Somewhere between 7-8pm: Get emotionally blackmailed into lying with one or both of them after several rounds of musical beds while Noah decides whether he wants to sleep (a) in his bed, (b) in my bed, (c) in his pop up tent in the middle of the room, (d) on the sofa downstairs, (e) he doesn’t want to sleep. Nurse the baby in my room while listening to the chuckle twins egg each other on to do naughty things like go in Mummy’s office and scan the packet of Messy Monkeys they sneaked downstairs to get and then use up the entire coloured ink cartridge by printing a million copies of it!!!!!!!!!!!!!!! Try really hard not to scream at them because I just spent 40 minutes having my life force sucked out through my left nipple and I’ll be even more mad if that was for nothing.
Try internal meditation, some negotiation and attempt not to get sucked into my own frustration.
Lie on the floor of their room making up stories about the kids to get them to sleep.

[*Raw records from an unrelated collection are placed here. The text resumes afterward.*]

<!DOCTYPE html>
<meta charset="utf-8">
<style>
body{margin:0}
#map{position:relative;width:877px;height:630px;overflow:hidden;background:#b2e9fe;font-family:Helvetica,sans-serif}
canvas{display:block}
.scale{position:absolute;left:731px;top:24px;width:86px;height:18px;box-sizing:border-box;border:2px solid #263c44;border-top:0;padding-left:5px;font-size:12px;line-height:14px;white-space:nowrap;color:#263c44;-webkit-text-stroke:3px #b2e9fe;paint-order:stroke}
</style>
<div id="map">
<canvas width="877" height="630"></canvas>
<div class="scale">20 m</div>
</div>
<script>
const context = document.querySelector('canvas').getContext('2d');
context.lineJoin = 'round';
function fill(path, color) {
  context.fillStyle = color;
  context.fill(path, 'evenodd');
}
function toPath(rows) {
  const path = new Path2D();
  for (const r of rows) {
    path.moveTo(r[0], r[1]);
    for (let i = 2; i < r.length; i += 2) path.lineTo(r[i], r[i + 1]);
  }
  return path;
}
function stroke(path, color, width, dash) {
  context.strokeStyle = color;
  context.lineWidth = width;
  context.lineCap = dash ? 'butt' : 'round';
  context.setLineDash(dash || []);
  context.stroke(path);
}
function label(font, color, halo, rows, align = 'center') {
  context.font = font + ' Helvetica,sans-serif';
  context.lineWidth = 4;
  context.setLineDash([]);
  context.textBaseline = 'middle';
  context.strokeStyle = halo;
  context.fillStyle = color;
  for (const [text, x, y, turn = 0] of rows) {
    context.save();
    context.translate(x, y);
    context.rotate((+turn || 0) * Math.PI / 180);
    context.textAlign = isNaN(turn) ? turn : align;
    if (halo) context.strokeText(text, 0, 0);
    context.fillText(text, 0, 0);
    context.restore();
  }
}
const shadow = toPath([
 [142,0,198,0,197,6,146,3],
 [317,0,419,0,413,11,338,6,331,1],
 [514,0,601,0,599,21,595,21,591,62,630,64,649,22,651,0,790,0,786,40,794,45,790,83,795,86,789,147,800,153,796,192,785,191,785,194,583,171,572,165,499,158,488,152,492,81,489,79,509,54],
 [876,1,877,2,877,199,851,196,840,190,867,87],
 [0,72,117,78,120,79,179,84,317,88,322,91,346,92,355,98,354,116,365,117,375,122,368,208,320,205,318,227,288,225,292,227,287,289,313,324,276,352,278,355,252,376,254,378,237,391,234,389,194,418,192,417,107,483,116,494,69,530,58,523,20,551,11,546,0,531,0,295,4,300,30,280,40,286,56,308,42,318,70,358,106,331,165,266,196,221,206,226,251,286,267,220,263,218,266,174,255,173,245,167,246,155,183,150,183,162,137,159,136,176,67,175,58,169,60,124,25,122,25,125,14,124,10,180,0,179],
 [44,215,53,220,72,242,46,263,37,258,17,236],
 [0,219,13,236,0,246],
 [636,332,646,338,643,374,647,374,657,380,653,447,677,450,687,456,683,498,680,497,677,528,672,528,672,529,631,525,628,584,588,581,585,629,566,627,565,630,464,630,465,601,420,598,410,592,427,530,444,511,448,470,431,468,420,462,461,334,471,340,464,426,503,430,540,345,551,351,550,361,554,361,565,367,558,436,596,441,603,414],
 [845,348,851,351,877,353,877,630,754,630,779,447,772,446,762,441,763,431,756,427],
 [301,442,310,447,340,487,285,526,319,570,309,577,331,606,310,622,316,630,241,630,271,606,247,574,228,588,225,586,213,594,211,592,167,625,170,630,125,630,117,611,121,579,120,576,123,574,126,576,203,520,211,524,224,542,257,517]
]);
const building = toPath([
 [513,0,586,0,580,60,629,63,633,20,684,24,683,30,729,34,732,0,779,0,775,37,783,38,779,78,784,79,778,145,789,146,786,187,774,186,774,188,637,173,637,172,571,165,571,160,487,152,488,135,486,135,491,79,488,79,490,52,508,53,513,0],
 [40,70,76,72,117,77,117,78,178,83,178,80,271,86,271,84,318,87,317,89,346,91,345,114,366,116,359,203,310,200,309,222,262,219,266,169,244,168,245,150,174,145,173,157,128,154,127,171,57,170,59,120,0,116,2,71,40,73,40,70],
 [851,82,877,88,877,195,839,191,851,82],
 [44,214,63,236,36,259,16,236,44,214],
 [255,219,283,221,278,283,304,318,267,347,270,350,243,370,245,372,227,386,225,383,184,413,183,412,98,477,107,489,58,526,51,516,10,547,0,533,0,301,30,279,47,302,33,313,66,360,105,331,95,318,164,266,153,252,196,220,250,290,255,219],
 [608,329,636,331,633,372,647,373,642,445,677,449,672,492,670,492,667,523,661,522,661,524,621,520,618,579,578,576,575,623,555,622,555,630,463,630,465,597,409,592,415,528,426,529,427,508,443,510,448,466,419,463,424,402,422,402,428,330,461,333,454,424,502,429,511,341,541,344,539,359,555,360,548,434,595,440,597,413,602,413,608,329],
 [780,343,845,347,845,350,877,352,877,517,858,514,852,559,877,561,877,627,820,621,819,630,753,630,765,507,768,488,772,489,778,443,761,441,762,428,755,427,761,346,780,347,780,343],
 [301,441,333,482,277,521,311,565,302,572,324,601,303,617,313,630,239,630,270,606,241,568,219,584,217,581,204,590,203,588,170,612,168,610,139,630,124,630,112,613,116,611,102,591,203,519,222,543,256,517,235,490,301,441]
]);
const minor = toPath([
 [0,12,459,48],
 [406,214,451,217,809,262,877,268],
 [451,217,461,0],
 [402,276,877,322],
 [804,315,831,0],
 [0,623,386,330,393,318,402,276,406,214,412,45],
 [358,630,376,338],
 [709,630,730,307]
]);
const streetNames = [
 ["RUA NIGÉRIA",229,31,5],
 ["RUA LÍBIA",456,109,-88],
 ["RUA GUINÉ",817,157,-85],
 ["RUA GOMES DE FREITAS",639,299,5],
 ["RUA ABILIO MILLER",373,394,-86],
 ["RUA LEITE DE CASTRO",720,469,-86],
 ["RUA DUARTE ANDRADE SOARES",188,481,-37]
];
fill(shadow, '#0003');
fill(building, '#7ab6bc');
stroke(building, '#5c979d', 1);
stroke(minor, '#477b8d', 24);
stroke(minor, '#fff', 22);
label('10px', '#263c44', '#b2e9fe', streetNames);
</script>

Then play audiobooks on my phone while scrolling Instagram. Convince myself the heavy breathing means they’re asleep and creep out of the room.
The baby wakes up. Of course. Stand in the hallway concertedly ignoring her in the hopes she’ll resettle even though I know she won’t. Give in after 5 minutes and take her downstairs. It’s now anywhere between 9-10pm. I haven’t even made dinner. This is when having a husband becomes super inconvenient ‘cause of course he expects a meal. So whip something up while he holds the screaming baby who is arching her entire body in my direction intending to suck the life force from my right nipple.
Somewhere between 10-10.30pm: Eat while watching some crap on Netflix. Nurse baby to sleep.
Somewhere around 11pm: Do some work if I’m not too tired and the baby’s asleep.
Midnight-ish: Go to bed.
5 past midnight: The baby wakes up. Bring her into bed and spend the rest of the night having what little life force I have left sucked out of me, making me a super sprightly and happy human come 6.30am the following day!!
Yeh, that’s why I look old AF at the age of 32. I used to get ID’d going to 18 movies people!! Now the frigging teenager at the box office doesn’t even bat an eye!!